= Luciano Anceschi =

Italian literary critic and essayist

Luciano Anceschi (/it/; February 20, 1911 in Milan - May 2, 1995 in Bologna) was an Italian literary critic and essayist. A pupil of Antonio Banfi, with whom he graduated in philosophy in 1933, he taught aesthetics at the Faculty of Humanities and Philosophy at the University of Bologna from 1952 to 1981. His interest in literature and the arts was always accompanied by that for the modern anti-dogmatic philosophy: after the publication of his graduation thesis "Autonomy and Heteronomy of art" published by Sansoni in 1936, his research on anti-idealistic literary figures and models found voice in comments published in Orpheus from 1932 and in Corrente di vita giovanile in 1938-1939, self promoted magazines.

Sensitive to new cultural trends, he was in favor of Hermeticism and Neo avant garde, working at the same time as theorist and militant reviewer: he published the Saggi di poetica e poesia. Con una scheda sulla Swedenborg (1942) and edited the anthologies of Lirici nuovi (1943) and Lirica del Novecento (Lyrics for the 20th Century) (1953). He was the author of the article "Ermetismo" (Hermeticism) in the Enciclopedia del Novecento (Encyclopedia of the 20th Century) (1977). Focusing on cultural models forgotten by Neo-idealism, he devoted himself to the themes of the Baroque period, publishing in 1953 Del Barocco e altre prove and in 1960 Barocco e Novecento. Con alcune prospettive metodologiche (The Baroque and the 20th Century: With Methodological Perspectives).

He never gave up his study of philosophy: in 1955 he wrote I presupposti storici e teorici dell’estetica kantiana (The Historical and Theoretical Presuppositions of the Kantian Esthetic), from 1965 D. Hume e i presupposti empirici dell’estetica kantiana (D. Hume and the Empirical Presuppositions of the Kantian Esthetic), from 1967 Burke e l’estetica dell’empirismo inglese (Burke and the Esthetics of English Empiricism) and from 1972 Da Bacone a Kant. Saggi di estetica (From Bacon to Kant: Essays in Esthetics). In particular in Progetto di una sistematica dell’arte (Project for a Systematics of Art)(1962) he outlined a theory of aesthetic understanding of art forms such as phenomenology. He based all later research on the principles of critical phenomenology. In 1956 he founded the magazine Il Verri, of which he was the editor, while also directing from 1973 for Paravia the series La tradizione del nuovo; within the university he directed the journal Studi di estetica (Studies in Esthetics), which synthesized the results of philosophical inquiry which he conducted along with his students.
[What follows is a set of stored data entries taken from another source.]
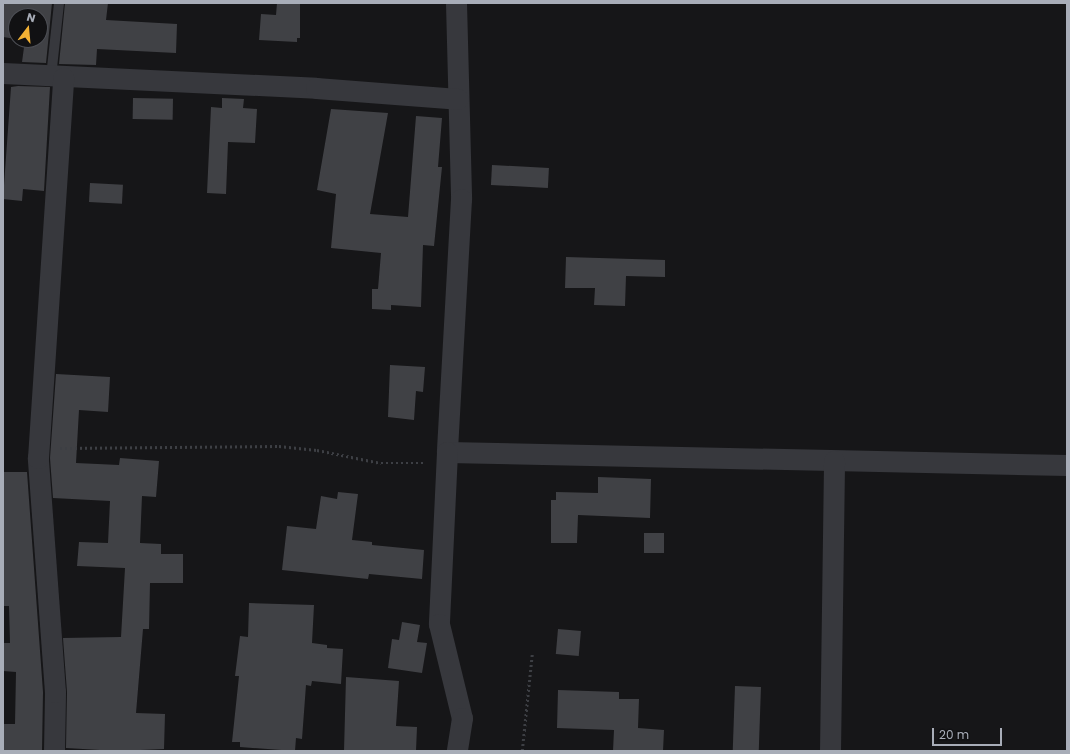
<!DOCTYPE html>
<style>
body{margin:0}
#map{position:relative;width:1070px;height:754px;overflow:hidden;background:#161618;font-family:Poppins,sans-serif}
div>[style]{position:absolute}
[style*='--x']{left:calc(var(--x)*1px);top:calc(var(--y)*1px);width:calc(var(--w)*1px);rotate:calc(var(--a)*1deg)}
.building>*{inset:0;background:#404145;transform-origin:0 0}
.path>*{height:2.5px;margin-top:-1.25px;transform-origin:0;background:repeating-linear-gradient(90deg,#3d3f44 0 2px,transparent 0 5px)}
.service>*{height:10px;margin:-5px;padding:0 5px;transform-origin:5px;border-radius:5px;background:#37383d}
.minor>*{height:21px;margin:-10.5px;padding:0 10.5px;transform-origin:10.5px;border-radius:10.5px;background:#37383d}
span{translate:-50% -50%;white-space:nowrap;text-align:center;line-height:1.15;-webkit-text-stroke:3px #111113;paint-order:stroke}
.frame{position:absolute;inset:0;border:4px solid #a8adb8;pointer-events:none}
.north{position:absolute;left:8px;top:8px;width:40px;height:40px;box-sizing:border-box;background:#111113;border:1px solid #4d4f55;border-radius:50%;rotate:16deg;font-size:11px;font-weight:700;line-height:16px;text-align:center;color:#a8adb8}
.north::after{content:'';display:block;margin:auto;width:14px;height:18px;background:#f2b134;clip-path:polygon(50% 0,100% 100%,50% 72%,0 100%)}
.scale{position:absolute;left:932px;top:728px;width:70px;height:18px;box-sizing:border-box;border:2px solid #a8adb8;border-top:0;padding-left:5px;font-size:12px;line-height:14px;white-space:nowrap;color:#a8adb8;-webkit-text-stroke:3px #111113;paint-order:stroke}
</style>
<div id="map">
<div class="building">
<div style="clip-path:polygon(3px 3px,52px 3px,46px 63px,22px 62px,25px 40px,23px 40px,40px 40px,40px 16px,16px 16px,16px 39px,3px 37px)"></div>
<div style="clip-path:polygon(65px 3px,108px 3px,106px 20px,177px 24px,176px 53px,97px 49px,96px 65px,59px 64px)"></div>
<div style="clip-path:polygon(277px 3px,300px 3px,300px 38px,297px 38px,297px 42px,259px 40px,261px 14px,276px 15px)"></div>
<div style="clip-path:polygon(18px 86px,50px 87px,44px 191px,23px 189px,22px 201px,3px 199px,11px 87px)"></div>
<div style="left:133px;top:98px;width:40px;height:21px;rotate:1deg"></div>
<div style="clip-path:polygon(222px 98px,244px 99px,243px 108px,257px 109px,255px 143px,228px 142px,226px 194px,207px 193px,211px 107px,222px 108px)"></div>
<div style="clip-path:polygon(331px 109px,388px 113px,370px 214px,408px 217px,416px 116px,442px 118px,438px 167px,442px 167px,434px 246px,423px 245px,421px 307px,391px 305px,391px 310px,372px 309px,372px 289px,378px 289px,381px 253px,331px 248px,336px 194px,317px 190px)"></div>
<div style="left:492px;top:165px;width:57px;height:20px;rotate:3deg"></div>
<div style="left:90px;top:183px;width:33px;height:19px;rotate:3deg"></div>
<div style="clip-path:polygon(566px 257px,665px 260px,665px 277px,626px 276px,625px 306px,594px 305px,595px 288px,565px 288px)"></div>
<div style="clip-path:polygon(390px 365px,425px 367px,423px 392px,416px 391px,414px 420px,388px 417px)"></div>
<div style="clip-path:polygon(56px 374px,110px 377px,108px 412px,79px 410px,76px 463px,119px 465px,120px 458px,159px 461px,156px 497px,142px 496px,140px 543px,161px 544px,161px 554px,183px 554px,183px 583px,150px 583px,149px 629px,143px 629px,136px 713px,165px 714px,164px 749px,117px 751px,66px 748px,67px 692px,63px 638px,121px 637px,125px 568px,77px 566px,79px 542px,108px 543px,110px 501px,53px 498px,50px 458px)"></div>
<div style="clip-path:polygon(3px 472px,27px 472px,43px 692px,42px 751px,3px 751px,3px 724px,15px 724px,16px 672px,3px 671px,3px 643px,10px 643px,9px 606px,3px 606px)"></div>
<div style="clip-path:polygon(598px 477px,651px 479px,650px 518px,578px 515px,577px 543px,551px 543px,551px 500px,556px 500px,556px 492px,598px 493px)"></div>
<div style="clip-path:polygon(338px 492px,358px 494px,352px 540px,372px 542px,372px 545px,424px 550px,422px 579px,369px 574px,368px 579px,282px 570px,287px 526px,316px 529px,321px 496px,337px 499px)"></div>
<div style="left:644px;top:533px;width:20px;height:20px"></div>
<div style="clip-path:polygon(249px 603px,314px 605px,312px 643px,327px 645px,327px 648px,343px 649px,341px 684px,312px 681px,311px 686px,306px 685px,302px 739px,296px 738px,295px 751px,240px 747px,240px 742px,232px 742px,239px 676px,235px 676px,240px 636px,248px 637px)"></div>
<div style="clip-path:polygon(402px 622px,420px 625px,417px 642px,427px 643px,422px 673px,388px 668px,392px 639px,399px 640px)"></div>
<div style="left:558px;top:629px;width:23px;height:25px;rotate:5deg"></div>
<div style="clip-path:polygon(346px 677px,399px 681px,396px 726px,417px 727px,416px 751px,344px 751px)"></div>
<div style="left:735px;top:686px;width:26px;height:65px;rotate:2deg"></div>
<div style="clip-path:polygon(558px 690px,619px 692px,619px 699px,639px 699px,638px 728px,664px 730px,663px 751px,613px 751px,614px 730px,557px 728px)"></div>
</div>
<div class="path">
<div style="--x:60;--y:448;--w:219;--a:-0.5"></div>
<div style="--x:279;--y:446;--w:38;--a:6"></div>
<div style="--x:317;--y:450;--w:65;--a:11.5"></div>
<div style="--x:381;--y:463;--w:43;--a:0"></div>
<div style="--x:522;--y:751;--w:98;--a:-84.1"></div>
</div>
<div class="service">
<div style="--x:51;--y:77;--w:74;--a:-83.8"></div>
</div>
<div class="minor">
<div style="--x:456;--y:3;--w:196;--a:88.5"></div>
<div style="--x:461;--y:199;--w:253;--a:93.2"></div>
<div style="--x:447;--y:452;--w:620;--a:1.2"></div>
<div style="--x:3;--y:73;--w:313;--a:2.7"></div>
<div style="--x:316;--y:88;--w:142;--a:4.4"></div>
<div style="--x:447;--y:452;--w:172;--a:92.7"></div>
<div style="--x:439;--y:624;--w:97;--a:76.3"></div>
<div style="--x:462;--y:718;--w:33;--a:99"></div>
<div style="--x:54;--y:751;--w:59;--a:-89"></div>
<div style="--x:55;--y:692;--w:235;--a:-94.2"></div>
<div style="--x:38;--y:458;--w:381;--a:-86.2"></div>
<div style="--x:830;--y:751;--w:290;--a:-89.2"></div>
</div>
<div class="frame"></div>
<div class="north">N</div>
<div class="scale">20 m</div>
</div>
In the publications from the 1960s, the central themes were poetics: Poetiche del Novecento in Italia (Italian Poetics of the 20th Century), 1961, Le poetiche del Barocco, (Poetics of the Baroque), 1963 and of literary institutions: Le istituzioni della poesia (The Institutions of Poetry), 1968, Da Ungaretti a D’Annunzio (From Ungaretti to D'Annunzio), 1976, Che cosa è la poesia? (What Is Poetry?), 1986.
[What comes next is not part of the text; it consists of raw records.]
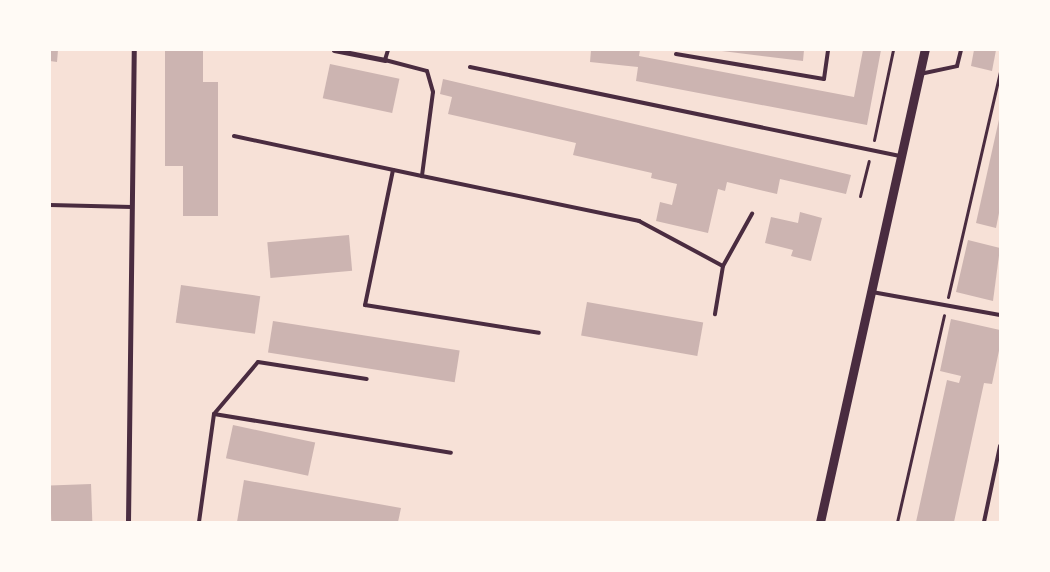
<!DOCTYPE html>
<style>
body{margin:0}
#map{position:relative;width:1050px;height:572px;overflow:hidden;background:#f7e1d7;font-family:"Noto Sans",sans-serif}
div>[style]{position:absolute}
[style*='--x']{left:calc(var(--x)*1px);top:calc(var(--y)*1px);width:calc(var(--w)*1px);rotate:calc(var(--a)*1deg)}
.building>*{inset:0;background:#ccb4b1;transform-origin:0 0}
.path>*{height:3px;margin:-1.5px;padding:0 1.5px;transform-origin:1.5px;border-radius:1.5px;background:#4a2c40}
.service>*{height:4px;margin:-2px;padding:0 2px;transform-origin:2px;border-radius:2px;background:#4a2c40}
.minor>*{height:5px;margin:-2.5px;padding:0 2.5px;transform-origin:2.5px;border-radius:2.5px;background:#4a2c40}
.tertiary>*{height:9px;margin:-4.5px;padding:0 4.5px;transform-origin:4.5px;border-radius:4.5px;background:#4a2c40}
span{translate:-50% -50%;white-space:nowrap;text-align:center;line-height:1.15;-webkit-text-stroke:5px #fffaf5;paint-order:stroke}
.frame{position:absolute;inset:0;border:51px solid #fffaf5;pointer-events:none}
</style>
<div id="map">
<div class="building">
<div style="clip-path:polygon(50px 50px,58px 50px,57px 62px,50px 61px)"></div>
<div style="clip-path:polygon(165px 50px,203px 50px,203px 82px,218px 82px,218px 216px,183px 216px,183px 166px,165px 166px)"></div>
<div style="clip-path:polygon(591px 50px,640px 50px,639px 56px,854px 97px,863px 50px,881px 50px,867px 125px,636px 81px,638px 67px,590px 62px)"></div>
<div style="clip-path:polygon(714px 50px,804px 50px,803px 61px)"></div>
<div style="clip-path:polygon(974px 50px,996px 50px,992px 71px,971px 66px)"></div>
<div style="left:330px;top:64px;width:71px;height:35px;rotate:12deg"></div>
<div style="clip-path:polygon(443px 79px,851px 175px,846px 194px,780px 179px,777px 194px,727px 182px,725px 191px,718px 189px,708px 233px,656px 221px,660px 202px,672px 205px,677px 184px,651px 178px,652px 173px,573px 155px,576px 143px,448px 114px,452px 97px,440px 94px)"></div>
<div style="clip-path:polygon(1000px 115px,1000px 208px,996px 228px,976px 223px)"></div>
<div style="clip-path:polygon(800px 212px,822px 218px,811px 261px,791px 256px,793px 250px,765px 243px,771px 217px,798px 223px)"></div>
<div style="left:349px;top:235px;width:36px;height:82px;rotate:85deg"></div>
<div style="clip-path:polygon(968px 240px,1000px 248px,993px 301px,956px 292px)"></div>
<div style="left:181px;top:285px;width:80px;height:38px;rotate:8deg"></div>
<div style="left:587px;top:302px;width:118px;height:34px;rotate:10deg"></div>
<div style="clip-path:polygon(951px 319px,1000px 330px,1000px 346px,992px 384px,984px 383px,954px 522px,916px 522px,947px 380px,959px 383px,961px 376px,940px 371px)"></div>
<div style="left:273px;top:321px;width:189px;height:32px;rotate:9deg"></div>
<div style="left:233px;top:425px;width:84px;height:34px;rotate:12deg"></div>
<div style="clip-path:polygon(244px 480px,401px 508px,398px 522px,237px 522px)"></div>
<div style="left:91px;top:484px;width:38px;height:41px;rotate:88deg"></div>
</div>
<div class="path">
<div style="--x:874;--y:140;--w:92;--a:-78.1"></div>
<div style="--x:860;--y:196;--w:36;--a:-76"></div>
<div style="--x:948;--y:297;--w:232;--a:-77"></div>
<div style="--x:897;--y:522;--w:212;--a:-77.2"></div>
</div>
<div class="service">
<div style="--x:388;--y:50;--w:10;--a:107"></div>
<div style="--x:385;--y:60;--w:43;--a:14.7"></div>
<div style="--x:427;--y:71;--w:22;--a:74"></div>
<div style="--x:433;--y:92;--w:85;--a:97.5"></div>
<div style="--x:422;--y:176;--w:222;--a:11.7"></div>
<div style="--x:639;--y:221;--w:95;--a:28.2"></div>
<div style="--x:723;--y:266;--w:49;--a:99.5"></div>
<div style="--x:676;--y:54;--w:150;--a:9.6"></div>
<div style="--x:824;--y:79;--w:29;--a:-82"></div>
<div style="--x:470;--y:67;--w:439;--a:11.7"></div>
<div style="--x:920;--y:74;--w:38;--a:-12"></div>
<div style="--x:957;--y:66;--w:16;--a:-76"></div>
<div style="--x:234;--y:136;--w:192;--a:12"></div>
<div style="--x:393;--y:170;--w:138;--a:101.7"></div>
<div style="--x:365;--y:305;--w:176;--a:9.1"></div>
<div style="--x:50;--y:205;--w:82;--a:1.4"></div>
<div style="--x:723;--y:266;--w:60;--a:-60.9"></div>
<div style="--x:872;--y:292;--w:130;--a:10.2"></div>
<div style="--x:214;--y:414;--w:68;--a:-49.8"></div>
<div style="--x:258;--y:362;--w:110;--a:8.9"></div>
<div style="--x:199;--y:522;--w:109;--a:-82.1"></div>
<div style="--x:214;--y:414;--w:240;--a:9.3"></div>
<div style="--x:984;--y:522;--w:78;--a:-78.1"></div>
</div>
<div class="minor">
<div style="--x:334;--y:50;--w:52;--a:11.1"></div>
<div style="--x:128;--y:522;--w:472;--a:-89.3"></div>
</div>
<div class="tertiary">
<div style="--x:820;--y:522;--w:484;--a:-77.5"></div>
</div>
<div class="frame"></div>
</div>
Among the more recent writings are Il Chaos, il metodo. Primi lineamenti di una nuova estetica fenomenologica, (Chaos and Method: The Early Lineaments of a New Phenomenological Esthetic), 1981 and Gli specchi della poesia. Riflessione, poesia, critica (Mirrors of Poetry: Reflections, Poetry, Criticism), 1989.

President of the Bologna Board of artistic manifestations, of the Accademia delle Scienze and of the Accademia Clementina di Bologna, associated and correspondent of the Accademia Nazionale dei Lincei of Roma, he donated his library (almost 30,000 works) and his personal archive (another 18,000 letters and thousands of autographs) to the Municipality of Bologna; at present they are preserved at the Biblioteca Comunale dell’Archiginnasio.

== Bibliography ==
- Anceschi, Luciano. "T. S. Eliot and Philosophical Poetry" in T. S. Eliot: A Symposium, edited by Richard March and Tambimuttu, 154-166. London: Editions Poetry, 1948.